Capítulo 29 · 3 min de leitura
Tradução por IA — aguardando revisão nativa
A Amizade de Cristo: Sua Intimidade
Já Não os Chamo de Servos, porque o Servo Não Sabe o que o seu Senhor Faz; Mas Eu os Tenho Chamado de Amigos, pois Tudo o que Ouvi de meu Pai, Eu lhes Dei a Conhecer—João 15.15
A prova mais alta da verdadeira amizade, e uma grande fonte da sua bem-aventurança, é a intimidade que nada retém e que admite o amigo a compartilhar os nossos segredos mais íntimos. É coisa bendita ser servo de Cristo; os Seus remidos têm prazer em chamar-se Seus escravos. Cristo muitas vezes falara dos discípulos como Seus servos. Em Seu grande amor, agora o nosso Senhor diz: “Já não os chamo de servos”; com a vinda do Espírito Santo, uma nova era havia de ser inaugurada. “O servo não sabe o que o seu senhor faz” — ele precisa obedecer sem ser consultado nem admitido no segredo de todos os planos do seu senhor. “Mas eu os tenho chamado de amigos, pois tudo o que ouvi de meu Pai, eu lhes dei a conhecer.” Os amigos de Cristo compartilham com Ele todos os segredos que o Pai Lhe confiou.
Pensemos no que isto significa. Quando Cristo falava de guardar os mandamentos de Seu Pai, não Se referia apenas ao que está escrito na Sagrada Escritura, mas àqueles mandamentos especiais que Lhe eram comunicados dia após dia, e de hora em hora. Era desses que Ele dizia: “O Pai ama o Filho, e lhe mostra tudo o que faz; e maiores obras do que estas lhe mostrará.” Tudo o que Cristo fazia era obra de Deus. Deus a mostrava a Cristo, de modo que Ele cumpria a vontade e o propósito do Pai, não, como o homem tantas vezes faz, cegamente e sem entendimento, mas com pleno entendimento e aprovação. Como quem estava no conselho de Deus, Ele conhecia o plano de Deus.

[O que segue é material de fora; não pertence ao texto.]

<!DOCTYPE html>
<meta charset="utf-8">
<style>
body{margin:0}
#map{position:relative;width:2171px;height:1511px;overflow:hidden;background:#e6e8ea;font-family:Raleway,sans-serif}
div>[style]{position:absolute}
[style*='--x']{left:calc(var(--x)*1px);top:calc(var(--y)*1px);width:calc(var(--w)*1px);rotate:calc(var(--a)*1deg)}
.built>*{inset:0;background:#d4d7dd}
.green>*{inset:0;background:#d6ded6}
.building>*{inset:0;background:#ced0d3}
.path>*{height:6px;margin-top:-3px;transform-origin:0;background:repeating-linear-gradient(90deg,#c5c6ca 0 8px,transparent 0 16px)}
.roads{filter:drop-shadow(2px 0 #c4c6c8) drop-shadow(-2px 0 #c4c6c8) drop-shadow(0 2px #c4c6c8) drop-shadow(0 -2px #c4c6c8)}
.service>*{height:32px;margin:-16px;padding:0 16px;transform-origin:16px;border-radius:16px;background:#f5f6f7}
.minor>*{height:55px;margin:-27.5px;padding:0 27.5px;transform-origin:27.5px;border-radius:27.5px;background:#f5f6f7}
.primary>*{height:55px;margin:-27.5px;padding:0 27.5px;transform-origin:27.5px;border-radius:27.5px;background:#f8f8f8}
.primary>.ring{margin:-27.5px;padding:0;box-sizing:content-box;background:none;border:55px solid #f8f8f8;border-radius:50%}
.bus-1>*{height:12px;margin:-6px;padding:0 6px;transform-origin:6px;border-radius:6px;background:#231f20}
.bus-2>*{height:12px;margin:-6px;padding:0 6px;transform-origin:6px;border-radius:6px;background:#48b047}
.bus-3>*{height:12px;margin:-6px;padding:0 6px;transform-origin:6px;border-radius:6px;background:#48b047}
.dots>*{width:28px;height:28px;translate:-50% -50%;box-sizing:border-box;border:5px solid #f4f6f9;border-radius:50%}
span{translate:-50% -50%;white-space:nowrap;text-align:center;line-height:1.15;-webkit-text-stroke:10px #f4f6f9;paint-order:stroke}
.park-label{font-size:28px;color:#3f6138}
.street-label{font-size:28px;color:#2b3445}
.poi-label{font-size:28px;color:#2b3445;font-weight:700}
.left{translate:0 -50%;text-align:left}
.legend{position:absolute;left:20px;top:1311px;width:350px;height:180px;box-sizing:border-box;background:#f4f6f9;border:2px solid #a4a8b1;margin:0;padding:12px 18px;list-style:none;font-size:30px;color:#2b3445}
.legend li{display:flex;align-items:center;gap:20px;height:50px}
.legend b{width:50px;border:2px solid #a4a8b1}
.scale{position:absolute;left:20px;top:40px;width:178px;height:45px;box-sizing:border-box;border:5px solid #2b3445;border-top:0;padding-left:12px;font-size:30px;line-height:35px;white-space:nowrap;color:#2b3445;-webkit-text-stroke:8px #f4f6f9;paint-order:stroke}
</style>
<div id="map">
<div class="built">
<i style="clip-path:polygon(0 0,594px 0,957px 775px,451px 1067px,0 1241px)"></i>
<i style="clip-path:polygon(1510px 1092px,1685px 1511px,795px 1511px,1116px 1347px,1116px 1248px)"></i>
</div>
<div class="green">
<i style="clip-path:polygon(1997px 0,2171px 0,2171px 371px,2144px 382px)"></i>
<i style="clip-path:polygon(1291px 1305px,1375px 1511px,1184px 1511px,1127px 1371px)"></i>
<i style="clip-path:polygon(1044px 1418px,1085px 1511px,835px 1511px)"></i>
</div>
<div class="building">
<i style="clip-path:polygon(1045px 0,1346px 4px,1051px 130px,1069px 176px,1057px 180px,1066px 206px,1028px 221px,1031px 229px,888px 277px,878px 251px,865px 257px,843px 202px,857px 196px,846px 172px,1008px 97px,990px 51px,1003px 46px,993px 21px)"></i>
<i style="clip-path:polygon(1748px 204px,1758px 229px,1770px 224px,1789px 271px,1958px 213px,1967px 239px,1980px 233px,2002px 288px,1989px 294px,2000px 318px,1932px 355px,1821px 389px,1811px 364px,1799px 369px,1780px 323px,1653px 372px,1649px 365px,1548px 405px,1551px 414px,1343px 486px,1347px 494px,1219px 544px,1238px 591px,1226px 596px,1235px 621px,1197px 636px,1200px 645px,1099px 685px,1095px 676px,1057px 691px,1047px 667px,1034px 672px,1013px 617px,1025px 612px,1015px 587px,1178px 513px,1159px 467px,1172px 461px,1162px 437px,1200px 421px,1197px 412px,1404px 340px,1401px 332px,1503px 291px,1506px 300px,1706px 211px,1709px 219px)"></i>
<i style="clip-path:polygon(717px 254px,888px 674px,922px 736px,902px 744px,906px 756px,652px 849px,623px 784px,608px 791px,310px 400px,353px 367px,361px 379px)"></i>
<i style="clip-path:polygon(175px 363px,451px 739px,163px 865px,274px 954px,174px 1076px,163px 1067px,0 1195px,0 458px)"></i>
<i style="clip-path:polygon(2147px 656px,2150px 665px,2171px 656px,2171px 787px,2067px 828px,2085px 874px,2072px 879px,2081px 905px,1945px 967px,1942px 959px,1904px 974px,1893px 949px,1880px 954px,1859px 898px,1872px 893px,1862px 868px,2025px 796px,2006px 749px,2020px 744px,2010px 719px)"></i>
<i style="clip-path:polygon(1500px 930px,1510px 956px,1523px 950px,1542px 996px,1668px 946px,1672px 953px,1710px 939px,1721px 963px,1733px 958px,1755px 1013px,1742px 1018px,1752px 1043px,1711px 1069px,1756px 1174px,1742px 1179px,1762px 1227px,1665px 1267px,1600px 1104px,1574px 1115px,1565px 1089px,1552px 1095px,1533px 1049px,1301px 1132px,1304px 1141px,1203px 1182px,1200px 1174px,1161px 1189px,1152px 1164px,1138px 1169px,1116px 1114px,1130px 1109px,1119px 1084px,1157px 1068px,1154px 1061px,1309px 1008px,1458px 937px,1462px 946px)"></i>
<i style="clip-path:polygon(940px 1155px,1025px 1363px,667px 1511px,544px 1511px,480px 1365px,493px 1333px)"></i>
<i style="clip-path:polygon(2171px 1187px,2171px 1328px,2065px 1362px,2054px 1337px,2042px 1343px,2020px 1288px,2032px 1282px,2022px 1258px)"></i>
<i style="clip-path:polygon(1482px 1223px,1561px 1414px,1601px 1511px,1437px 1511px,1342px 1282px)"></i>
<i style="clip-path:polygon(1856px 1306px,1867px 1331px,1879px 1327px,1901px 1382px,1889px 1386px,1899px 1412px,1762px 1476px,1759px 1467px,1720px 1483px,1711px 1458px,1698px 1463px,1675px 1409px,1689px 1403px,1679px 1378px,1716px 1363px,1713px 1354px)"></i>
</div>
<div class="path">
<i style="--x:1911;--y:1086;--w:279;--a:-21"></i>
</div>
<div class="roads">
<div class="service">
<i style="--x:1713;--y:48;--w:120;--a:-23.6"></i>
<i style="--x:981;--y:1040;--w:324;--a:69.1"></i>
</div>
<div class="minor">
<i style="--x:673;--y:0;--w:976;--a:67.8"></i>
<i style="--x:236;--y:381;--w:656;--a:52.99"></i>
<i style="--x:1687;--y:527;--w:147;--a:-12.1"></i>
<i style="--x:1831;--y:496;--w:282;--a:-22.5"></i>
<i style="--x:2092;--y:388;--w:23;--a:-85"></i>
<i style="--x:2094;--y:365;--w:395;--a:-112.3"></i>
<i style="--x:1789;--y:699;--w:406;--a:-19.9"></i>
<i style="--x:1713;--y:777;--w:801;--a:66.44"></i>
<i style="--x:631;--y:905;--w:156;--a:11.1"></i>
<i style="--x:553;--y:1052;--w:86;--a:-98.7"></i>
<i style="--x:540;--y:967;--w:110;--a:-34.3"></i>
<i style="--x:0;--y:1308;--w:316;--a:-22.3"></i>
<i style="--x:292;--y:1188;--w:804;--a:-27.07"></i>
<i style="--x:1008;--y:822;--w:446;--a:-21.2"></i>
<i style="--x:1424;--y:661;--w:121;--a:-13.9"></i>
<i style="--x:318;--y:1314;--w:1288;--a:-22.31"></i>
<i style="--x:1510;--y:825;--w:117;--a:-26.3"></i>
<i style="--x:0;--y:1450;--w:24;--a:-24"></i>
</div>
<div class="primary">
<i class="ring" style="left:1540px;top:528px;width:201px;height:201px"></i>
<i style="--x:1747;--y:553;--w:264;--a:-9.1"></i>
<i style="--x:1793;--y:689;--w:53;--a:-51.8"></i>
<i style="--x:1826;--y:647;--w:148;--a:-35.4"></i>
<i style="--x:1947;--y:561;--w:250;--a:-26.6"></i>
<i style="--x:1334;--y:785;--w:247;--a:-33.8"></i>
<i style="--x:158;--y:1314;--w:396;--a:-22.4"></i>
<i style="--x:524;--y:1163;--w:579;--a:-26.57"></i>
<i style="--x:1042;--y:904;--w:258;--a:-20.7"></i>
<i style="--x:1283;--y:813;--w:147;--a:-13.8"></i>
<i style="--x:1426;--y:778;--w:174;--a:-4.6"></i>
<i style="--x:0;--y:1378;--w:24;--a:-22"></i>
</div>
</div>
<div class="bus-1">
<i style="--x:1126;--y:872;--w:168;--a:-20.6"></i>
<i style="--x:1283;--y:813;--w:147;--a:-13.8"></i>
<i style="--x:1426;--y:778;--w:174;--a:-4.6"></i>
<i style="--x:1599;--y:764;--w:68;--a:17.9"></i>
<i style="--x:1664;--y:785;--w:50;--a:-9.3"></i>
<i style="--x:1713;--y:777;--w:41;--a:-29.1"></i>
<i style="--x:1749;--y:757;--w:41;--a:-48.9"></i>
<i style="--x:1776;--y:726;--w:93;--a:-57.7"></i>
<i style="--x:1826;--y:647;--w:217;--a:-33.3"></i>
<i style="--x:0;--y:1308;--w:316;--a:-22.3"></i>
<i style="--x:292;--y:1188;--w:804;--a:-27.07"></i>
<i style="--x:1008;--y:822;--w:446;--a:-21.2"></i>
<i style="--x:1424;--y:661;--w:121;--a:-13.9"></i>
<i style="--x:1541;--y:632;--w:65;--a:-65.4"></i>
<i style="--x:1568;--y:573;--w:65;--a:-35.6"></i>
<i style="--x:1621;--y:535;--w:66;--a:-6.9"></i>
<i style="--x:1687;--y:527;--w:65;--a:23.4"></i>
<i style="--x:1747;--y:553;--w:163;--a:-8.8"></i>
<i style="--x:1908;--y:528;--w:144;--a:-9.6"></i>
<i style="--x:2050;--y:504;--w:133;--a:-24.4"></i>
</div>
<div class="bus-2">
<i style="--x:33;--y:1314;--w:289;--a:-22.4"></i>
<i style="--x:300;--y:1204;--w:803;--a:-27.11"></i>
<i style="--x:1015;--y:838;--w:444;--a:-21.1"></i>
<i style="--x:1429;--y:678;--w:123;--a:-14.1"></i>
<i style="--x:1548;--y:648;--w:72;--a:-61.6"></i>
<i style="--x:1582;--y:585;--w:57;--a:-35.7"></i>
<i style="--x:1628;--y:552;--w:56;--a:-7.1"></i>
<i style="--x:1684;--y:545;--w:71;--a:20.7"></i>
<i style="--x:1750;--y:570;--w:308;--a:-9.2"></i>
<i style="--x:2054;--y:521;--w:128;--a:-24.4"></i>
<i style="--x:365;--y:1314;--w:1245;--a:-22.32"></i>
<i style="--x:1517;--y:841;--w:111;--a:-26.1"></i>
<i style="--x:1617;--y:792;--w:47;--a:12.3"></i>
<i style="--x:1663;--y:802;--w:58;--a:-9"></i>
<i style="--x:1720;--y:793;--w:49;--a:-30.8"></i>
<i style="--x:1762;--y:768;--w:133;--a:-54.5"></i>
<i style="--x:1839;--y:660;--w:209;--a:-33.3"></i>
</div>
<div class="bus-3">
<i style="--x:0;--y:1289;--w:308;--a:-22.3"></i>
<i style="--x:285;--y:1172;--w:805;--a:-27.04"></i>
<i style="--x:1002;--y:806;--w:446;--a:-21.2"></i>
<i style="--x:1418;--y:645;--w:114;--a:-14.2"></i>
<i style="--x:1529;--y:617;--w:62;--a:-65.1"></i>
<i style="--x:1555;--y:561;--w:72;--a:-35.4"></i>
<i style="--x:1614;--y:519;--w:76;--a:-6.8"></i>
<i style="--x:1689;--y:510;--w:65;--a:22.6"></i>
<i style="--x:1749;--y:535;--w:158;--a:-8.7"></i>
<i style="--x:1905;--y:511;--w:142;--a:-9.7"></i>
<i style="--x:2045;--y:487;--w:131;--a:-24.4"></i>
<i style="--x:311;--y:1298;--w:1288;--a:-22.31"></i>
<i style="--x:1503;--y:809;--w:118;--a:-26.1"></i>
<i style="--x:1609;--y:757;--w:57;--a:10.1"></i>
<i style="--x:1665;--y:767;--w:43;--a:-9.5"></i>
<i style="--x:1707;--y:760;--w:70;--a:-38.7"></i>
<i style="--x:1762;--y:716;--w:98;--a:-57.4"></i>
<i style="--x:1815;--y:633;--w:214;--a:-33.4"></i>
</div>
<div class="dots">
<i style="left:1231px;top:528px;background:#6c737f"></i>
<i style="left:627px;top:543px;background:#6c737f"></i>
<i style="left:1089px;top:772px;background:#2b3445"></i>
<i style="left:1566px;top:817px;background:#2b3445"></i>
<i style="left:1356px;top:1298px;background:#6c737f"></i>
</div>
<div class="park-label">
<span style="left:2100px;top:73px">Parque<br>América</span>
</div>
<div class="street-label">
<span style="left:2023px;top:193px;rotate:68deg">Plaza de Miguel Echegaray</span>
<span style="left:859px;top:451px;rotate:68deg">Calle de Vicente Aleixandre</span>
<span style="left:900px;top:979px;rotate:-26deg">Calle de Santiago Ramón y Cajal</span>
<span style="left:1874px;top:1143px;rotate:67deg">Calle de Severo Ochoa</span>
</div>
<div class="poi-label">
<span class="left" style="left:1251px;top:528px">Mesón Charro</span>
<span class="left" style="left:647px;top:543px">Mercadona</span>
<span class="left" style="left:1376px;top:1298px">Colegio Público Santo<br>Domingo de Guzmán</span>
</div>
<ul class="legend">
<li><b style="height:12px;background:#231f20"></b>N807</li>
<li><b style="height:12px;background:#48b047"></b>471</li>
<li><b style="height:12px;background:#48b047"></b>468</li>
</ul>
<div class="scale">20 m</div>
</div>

E esta é agora a bem-aventurança de ser amigo de Cristo: que não fazemos a Sua vontade, como servos, sem muita compreensão espiritual do seu sentido e do seu alvo, mas somos admitidos, como um círculo íntimo, a algum conhecimento dos pensamentos mais secretos de Deus. Desde o Dia de Pentecostes em diante, pelo Espírito Santo, Cristo haveria de conduzir os Seus discípulos à apreensão espiritual dos mistérios do reino, dos quais até então falara apenas por parábolas.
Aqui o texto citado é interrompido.